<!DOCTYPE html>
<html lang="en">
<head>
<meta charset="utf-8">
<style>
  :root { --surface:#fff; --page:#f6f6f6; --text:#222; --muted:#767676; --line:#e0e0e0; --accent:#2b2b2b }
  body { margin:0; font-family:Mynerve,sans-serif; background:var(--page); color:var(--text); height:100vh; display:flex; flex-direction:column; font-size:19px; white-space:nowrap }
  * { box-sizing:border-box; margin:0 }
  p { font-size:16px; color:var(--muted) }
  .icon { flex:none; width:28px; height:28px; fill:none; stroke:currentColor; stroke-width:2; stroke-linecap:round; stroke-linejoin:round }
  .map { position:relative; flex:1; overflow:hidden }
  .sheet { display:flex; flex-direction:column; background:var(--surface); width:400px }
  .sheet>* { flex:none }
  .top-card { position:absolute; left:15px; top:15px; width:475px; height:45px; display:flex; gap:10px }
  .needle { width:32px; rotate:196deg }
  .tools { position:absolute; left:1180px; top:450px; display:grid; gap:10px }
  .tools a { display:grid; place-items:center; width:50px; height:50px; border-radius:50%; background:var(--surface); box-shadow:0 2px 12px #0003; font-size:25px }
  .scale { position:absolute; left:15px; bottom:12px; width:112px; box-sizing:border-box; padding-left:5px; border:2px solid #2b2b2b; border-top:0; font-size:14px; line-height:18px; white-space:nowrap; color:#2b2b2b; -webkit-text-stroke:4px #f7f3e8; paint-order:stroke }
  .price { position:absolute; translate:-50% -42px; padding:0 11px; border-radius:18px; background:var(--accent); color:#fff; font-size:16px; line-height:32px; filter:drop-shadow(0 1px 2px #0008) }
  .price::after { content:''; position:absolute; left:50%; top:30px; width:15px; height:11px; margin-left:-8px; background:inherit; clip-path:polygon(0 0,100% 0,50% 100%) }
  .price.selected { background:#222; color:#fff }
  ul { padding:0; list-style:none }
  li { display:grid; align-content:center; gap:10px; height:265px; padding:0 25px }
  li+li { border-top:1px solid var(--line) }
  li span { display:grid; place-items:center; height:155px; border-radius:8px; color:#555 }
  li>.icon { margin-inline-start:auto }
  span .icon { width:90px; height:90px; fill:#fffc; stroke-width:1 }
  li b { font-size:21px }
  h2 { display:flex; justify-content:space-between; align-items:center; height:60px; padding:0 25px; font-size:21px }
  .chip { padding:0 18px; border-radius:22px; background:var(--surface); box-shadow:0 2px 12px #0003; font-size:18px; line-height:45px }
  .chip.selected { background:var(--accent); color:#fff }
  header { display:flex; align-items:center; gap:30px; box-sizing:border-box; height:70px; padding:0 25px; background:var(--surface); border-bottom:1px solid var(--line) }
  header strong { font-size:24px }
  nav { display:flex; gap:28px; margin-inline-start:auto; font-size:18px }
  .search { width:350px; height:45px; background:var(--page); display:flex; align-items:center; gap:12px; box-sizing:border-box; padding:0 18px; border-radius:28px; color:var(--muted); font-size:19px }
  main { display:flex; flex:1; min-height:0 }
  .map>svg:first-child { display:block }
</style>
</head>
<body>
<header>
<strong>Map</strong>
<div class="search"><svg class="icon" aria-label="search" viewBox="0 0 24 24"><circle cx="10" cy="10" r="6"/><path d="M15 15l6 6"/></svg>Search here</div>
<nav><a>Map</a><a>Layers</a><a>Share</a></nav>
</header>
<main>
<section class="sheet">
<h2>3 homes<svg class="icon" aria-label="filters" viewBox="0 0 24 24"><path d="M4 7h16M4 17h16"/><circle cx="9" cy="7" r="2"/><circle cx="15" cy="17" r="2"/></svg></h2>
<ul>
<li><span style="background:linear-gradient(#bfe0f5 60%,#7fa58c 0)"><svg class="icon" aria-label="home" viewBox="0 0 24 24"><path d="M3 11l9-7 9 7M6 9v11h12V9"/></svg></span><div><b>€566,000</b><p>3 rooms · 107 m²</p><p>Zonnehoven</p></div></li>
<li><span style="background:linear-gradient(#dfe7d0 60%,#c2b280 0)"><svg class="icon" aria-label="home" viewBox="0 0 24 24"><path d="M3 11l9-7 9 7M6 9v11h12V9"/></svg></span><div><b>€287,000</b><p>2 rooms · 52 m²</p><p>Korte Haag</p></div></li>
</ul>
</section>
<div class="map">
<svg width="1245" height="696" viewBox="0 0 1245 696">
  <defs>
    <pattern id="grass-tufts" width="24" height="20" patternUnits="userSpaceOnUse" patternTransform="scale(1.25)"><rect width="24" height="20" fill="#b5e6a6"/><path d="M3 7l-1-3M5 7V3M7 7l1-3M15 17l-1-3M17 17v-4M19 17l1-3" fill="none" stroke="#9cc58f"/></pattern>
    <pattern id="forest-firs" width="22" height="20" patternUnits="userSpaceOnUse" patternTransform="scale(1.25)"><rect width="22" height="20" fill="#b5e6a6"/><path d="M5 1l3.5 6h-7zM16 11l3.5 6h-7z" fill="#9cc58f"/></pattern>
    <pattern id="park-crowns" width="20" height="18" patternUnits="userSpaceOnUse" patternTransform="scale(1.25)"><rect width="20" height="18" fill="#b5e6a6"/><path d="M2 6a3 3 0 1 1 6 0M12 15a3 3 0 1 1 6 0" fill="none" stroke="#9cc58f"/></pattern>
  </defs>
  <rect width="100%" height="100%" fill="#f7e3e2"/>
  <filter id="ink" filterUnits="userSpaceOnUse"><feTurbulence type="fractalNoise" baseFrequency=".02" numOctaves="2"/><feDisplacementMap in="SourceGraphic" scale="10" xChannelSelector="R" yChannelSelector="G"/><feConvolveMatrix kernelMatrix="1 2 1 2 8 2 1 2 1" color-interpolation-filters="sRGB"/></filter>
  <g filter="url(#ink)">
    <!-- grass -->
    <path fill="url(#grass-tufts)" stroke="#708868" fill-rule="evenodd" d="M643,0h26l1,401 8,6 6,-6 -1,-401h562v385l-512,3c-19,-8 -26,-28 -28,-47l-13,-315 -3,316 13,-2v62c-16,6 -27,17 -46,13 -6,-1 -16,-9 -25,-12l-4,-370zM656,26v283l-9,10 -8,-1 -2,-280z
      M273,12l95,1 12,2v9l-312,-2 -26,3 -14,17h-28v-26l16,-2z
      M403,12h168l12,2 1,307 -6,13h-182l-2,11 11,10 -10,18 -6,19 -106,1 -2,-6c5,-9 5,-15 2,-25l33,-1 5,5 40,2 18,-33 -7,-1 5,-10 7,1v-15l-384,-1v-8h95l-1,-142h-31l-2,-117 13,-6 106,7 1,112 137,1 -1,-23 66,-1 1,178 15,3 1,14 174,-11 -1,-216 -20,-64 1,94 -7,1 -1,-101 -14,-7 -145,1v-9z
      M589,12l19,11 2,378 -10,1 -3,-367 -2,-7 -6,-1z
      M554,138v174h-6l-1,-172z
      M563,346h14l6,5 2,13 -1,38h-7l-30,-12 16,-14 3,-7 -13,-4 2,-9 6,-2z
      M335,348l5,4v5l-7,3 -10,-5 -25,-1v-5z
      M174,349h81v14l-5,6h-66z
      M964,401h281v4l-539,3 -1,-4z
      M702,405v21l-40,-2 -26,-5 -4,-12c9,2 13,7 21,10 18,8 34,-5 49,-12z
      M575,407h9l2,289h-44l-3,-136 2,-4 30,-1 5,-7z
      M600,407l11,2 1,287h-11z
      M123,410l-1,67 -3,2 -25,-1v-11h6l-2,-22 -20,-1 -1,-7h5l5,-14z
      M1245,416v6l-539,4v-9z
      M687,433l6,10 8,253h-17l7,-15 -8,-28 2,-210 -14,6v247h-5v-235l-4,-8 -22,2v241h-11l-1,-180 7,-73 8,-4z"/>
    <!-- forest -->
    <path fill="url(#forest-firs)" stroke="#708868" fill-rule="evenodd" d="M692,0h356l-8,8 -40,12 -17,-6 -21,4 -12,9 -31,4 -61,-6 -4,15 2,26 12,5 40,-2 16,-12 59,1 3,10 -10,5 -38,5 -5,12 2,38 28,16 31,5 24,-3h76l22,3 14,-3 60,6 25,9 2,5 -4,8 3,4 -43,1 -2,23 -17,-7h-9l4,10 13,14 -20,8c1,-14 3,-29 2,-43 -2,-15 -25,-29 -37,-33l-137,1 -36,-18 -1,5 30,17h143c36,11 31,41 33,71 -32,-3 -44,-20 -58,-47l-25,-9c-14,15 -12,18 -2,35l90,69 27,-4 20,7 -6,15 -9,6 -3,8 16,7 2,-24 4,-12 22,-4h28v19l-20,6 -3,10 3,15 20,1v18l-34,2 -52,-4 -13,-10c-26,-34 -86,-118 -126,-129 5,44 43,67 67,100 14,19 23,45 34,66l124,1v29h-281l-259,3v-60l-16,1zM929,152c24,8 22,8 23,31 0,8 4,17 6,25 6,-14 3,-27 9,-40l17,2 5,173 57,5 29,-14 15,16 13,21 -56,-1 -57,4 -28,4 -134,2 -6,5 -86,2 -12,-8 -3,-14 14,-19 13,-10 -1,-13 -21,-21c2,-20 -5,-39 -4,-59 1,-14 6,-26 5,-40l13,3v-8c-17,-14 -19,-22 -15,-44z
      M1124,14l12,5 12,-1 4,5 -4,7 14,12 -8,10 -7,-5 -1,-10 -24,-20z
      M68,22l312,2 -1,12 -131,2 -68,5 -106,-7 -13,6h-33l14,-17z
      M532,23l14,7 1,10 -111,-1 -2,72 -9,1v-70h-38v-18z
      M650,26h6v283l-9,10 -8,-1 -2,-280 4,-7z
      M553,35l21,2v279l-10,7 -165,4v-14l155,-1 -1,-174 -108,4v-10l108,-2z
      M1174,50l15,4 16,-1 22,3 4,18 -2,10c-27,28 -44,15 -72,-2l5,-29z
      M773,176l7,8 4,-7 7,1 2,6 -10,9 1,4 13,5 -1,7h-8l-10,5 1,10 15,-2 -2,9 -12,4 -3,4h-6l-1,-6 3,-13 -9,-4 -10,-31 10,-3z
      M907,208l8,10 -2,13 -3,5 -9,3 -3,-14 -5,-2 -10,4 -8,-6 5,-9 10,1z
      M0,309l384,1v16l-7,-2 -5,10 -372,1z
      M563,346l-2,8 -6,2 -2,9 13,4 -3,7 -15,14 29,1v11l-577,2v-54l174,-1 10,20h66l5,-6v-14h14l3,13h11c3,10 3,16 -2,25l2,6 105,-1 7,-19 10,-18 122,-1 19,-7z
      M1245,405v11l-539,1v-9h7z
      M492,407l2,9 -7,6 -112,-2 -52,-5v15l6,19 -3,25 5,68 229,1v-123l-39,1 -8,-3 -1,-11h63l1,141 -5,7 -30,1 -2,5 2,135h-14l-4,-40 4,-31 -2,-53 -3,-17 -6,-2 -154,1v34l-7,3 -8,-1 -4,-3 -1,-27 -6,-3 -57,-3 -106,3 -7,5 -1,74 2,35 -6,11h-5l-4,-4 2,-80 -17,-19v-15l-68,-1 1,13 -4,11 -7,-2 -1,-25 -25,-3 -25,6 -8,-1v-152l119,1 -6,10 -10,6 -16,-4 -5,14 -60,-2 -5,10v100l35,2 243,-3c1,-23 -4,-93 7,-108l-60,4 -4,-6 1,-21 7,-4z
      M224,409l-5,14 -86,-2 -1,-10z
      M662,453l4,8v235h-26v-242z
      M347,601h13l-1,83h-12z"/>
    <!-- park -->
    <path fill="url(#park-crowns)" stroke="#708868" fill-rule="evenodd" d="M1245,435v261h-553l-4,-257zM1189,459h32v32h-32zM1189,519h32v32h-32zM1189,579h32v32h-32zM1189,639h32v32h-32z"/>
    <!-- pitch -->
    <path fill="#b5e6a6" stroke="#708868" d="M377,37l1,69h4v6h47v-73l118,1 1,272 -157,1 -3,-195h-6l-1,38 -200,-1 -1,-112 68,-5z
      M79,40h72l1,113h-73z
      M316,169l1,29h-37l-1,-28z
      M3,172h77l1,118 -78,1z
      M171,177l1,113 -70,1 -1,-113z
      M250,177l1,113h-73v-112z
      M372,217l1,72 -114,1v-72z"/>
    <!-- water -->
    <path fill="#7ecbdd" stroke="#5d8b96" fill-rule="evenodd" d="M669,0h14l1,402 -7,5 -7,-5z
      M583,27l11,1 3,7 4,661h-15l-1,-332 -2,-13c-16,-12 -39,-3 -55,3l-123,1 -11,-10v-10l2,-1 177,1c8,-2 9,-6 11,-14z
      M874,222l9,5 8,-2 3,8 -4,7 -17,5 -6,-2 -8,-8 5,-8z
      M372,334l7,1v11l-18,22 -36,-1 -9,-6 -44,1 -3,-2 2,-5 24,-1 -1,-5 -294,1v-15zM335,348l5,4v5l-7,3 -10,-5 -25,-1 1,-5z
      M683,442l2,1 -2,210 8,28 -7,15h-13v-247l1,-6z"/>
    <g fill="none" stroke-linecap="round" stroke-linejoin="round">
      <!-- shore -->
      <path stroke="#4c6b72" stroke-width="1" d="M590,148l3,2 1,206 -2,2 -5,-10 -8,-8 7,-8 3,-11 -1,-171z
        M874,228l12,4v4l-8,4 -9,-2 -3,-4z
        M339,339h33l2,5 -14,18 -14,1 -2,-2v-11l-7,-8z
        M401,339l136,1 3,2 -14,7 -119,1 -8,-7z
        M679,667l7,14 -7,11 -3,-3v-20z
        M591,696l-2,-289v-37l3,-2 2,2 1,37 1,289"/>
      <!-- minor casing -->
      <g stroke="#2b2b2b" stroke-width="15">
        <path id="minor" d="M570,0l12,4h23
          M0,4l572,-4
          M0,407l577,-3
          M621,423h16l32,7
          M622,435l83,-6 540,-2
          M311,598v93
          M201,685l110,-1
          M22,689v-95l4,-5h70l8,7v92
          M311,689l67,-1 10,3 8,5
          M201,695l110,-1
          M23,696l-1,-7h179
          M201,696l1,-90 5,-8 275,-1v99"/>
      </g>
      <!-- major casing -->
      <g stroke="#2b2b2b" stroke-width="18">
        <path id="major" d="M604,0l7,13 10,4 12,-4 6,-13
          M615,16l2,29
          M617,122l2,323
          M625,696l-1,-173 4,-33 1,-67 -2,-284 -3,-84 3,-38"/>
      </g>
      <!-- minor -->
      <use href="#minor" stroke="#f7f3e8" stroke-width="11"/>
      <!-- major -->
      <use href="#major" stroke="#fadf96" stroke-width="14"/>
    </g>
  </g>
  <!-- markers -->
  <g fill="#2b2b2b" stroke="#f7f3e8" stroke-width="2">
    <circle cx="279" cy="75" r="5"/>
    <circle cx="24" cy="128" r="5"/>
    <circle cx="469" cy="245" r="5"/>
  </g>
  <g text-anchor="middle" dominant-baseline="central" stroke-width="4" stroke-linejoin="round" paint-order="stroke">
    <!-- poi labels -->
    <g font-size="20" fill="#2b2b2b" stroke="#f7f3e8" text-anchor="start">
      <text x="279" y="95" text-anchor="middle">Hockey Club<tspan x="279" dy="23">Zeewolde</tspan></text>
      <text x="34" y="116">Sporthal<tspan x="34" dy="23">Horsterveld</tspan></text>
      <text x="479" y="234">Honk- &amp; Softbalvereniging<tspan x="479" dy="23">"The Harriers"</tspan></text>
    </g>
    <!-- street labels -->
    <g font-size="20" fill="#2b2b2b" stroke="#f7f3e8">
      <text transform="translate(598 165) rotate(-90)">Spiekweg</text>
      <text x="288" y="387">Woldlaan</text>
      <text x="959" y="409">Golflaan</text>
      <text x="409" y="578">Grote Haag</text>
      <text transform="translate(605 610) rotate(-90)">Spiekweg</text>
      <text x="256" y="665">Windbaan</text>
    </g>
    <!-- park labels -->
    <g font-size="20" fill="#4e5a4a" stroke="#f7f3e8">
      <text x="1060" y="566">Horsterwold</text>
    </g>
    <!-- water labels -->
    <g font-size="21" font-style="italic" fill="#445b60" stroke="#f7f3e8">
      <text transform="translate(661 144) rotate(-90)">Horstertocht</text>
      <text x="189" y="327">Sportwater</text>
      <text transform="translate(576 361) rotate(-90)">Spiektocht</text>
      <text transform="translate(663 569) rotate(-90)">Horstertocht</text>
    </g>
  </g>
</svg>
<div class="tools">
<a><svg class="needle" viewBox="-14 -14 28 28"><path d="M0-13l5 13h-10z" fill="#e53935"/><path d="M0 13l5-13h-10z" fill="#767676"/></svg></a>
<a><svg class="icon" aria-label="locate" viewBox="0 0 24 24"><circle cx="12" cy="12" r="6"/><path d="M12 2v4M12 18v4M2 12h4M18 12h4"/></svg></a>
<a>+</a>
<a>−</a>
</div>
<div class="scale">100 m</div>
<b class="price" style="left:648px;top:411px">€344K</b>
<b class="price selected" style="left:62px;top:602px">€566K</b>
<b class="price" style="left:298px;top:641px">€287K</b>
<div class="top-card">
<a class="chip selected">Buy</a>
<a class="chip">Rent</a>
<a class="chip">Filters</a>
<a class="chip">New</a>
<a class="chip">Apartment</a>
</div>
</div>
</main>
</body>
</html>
==
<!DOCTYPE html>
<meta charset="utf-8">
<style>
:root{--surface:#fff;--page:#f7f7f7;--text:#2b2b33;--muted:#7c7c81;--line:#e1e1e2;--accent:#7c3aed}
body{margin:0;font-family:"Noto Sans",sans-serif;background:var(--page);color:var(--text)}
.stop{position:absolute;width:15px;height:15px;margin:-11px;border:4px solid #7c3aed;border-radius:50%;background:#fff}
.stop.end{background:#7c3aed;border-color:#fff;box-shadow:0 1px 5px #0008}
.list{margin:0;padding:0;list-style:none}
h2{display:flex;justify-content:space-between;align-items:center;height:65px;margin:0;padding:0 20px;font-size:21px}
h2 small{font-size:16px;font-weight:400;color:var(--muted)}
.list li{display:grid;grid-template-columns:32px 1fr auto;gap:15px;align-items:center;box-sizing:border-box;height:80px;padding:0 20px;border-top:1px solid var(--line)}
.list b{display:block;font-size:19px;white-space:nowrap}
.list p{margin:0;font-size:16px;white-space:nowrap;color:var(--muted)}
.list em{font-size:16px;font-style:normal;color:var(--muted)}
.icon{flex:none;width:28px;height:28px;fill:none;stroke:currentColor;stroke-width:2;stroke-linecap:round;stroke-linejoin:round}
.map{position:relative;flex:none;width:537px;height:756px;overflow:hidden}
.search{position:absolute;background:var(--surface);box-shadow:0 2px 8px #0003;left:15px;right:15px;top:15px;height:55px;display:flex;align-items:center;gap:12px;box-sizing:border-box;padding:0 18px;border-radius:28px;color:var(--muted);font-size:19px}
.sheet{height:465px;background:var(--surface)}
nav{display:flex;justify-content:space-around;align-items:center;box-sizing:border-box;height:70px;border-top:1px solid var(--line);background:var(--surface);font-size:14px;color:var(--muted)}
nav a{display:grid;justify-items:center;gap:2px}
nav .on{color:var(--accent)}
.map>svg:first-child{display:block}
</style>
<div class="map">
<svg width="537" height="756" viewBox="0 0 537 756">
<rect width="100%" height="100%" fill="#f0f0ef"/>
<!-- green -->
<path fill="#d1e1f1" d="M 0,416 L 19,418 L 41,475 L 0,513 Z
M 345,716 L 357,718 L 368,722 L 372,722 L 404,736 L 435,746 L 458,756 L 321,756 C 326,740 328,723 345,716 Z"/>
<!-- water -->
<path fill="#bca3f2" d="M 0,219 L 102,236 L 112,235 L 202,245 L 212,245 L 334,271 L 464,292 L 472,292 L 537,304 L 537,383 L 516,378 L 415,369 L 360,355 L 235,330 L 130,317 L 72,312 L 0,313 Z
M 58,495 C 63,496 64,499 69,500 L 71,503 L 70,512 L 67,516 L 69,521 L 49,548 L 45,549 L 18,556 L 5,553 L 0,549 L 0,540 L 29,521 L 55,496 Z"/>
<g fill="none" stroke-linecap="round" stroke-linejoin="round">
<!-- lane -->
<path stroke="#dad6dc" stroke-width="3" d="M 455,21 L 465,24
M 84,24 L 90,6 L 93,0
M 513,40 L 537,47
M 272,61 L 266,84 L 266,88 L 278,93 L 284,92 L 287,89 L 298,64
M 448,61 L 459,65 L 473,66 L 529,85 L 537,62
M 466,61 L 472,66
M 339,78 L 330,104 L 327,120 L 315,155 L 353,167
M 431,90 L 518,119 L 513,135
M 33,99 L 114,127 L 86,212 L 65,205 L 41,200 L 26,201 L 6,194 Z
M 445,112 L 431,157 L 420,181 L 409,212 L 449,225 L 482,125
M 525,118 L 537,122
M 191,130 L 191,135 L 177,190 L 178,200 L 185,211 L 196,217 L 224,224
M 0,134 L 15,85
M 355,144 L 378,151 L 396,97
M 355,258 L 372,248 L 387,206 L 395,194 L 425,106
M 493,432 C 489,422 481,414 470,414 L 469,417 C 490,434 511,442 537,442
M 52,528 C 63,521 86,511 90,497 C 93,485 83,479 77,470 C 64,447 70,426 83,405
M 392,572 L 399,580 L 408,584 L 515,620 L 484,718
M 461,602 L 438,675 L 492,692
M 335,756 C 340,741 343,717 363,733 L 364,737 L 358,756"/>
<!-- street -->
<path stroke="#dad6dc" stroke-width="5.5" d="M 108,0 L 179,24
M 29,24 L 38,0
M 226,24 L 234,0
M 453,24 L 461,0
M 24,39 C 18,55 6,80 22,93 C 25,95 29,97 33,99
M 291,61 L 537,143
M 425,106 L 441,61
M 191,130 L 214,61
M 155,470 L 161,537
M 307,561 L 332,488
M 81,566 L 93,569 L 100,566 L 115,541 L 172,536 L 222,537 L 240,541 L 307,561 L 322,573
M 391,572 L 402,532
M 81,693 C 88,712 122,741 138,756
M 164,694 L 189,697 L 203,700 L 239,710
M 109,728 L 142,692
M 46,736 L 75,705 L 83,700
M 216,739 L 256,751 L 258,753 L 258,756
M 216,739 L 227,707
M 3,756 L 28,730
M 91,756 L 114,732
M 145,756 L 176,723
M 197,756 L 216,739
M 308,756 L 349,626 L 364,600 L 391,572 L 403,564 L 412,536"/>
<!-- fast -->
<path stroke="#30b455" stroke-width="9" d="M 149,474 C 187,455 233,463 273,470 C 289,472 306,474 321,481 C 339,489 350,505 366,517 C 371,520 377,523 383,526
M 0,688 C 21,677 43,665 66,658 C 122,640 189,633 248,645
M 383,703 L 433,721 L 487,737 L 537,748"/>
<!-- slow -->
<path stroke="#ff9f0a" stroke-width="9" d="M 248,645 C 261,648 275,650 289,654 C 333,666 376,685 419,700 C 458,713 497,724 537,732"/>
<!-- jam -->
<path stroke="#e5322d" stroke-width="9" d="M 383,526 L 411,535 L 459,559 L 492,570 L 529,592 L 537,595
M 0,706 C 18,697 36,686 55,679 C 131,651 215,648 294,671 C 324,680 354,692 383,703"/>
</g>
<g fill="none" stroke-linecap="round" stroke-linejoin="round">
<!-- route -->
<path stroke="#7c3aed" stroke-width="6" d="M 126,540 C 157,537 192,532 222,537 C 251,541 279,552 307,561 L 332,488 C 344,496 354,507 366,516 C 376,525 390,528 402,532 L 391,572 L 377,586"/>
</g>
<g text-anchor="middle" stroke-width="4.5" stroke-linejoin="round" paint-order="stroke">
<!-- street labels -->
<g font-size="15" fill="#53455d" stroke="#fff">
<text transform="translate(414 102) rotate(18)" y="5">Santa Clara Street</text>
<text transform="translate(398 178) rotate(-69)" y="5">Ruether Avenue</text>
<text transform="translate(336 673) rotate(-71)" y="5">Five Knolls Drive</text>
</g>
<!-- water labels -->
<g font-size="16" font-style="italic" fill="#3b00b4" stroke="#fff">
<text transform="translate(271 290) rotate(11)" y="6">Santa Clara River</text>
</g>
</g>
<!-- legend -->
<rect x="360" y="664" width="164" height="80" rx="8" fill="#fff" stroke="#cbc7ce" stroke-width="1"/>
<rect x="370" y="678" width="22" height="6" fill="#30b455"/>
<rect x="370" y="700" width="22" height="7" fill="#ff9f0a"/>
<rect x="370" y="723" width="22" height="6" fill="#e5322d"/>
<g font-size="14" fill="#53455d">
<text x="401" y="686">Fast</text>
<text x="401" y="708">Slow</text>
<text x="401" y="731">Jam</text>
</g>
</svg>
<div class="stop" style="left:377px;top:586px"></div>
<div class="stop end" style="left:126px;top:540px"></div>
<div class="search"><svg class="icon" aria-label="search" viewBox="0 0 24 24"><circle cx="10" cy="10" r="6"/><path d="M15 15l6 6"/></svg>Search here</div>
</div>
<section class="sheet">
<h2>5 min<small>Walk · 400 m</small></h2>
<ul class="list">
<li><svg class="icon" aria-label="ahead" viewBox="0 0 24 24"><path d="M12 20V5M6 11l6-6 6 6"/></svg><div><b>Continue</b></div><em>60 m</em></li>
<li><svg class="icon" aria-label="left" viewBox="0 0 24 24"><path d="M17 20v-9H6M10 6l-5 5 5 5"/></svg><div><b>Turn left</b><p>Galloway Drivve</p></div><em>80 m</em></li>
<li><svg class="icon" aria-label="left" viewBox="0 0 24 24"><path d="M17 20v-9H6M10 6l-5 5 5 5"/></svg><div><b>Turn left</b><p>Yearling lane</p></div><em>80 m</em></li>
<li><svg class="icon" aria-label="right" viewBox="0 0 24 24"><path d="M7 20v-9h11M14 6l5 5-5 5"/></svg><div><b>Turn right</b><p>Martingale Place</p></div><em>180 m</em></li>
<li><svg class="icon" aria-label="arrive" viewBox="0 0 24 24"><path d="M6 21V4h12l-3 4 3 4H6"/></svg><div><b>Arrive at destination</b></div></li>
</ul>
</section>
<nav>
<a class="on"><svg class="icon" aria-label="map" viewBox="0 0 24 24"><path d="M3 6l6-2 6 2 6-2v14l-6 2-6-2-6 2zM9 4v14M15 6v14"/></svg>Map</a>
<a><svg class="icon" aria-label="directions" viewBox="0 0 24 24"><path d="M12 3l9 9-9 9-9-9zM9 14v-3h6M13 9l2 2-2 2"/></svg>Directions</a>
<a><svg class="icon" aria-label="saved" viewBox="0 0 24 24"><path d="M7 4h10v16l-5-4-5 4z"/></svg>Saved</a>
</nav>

→ **THE PROBLEM**:
The required answer is the run of lines above, starting at the line with "M 493,432 C" and ending at the line with "M 0,688 C 21,677", reproduced exactly with both ends.

→ **ANSWER**:
M 493,432 C 489,422 481,414 470,414 L 469,417 C 490,434 511,442 537,442
M 52,528 C 63,521 86,511 90,497 C 93,485 83,479 77,470 C 64,447 70,426 83,405
M 392,572 L 399,580 L 408,584 L 515,620 L 484,718
M 461,602 L 438,675 L 492,692
M 335,756 C 340,741 343,717 363,733 L 364,737 L 358,756"/>
<!-- street -->
<path stroke="#dad6dc" stroke-width="5.5" d="M 108,0 L 179,24
M 29,24 L 38,0
M 226,24 L 234,0
M 453,24 L 461,0
M 24,39 C 18,55 6,80 22,93 C 25,95 29,97 33,99
M 291,61 L 537,143
M 425,106 L 441,61
M 191,130 L 214,61
M 155,470 L 161,537
M 307,561 L 332,488
M 81,566 L 93,569 L 100,566 L 115,541 L 172,536 L 222,537 L 240,541 L 307,561 L 322,573
M 391,572 L 402,532
M 81,693 C 88,712 122,741 138,756
M 164,694 L 189,697 L 203,700 L 239,710
M 109,728 L 142,692
M 46,736 L 75,705 L 83,700
M 216,739 L 256,751 L 258,753 L 258,756
M 216,739 L 227,707
M 3,756 L 28,730
M 91,756 L 114,732
M 145,756 L 176,723
M 197,756 L 216,739
M 308,756 L 349,626 L 364,600 L 391,572 L 403,564 L 412,536"/>
<!-- fast -->
<path stroke="#30b455" stroke-width="9" d="M 149,474 C 187,455 233,463 273,470 C 289,472 306,474 321,481 C 339,489 350,505 366,517 C 371,520 377,523 383,526
M 0,688 C 21,677 43,665 66,658 C 122,640 189,633 248,645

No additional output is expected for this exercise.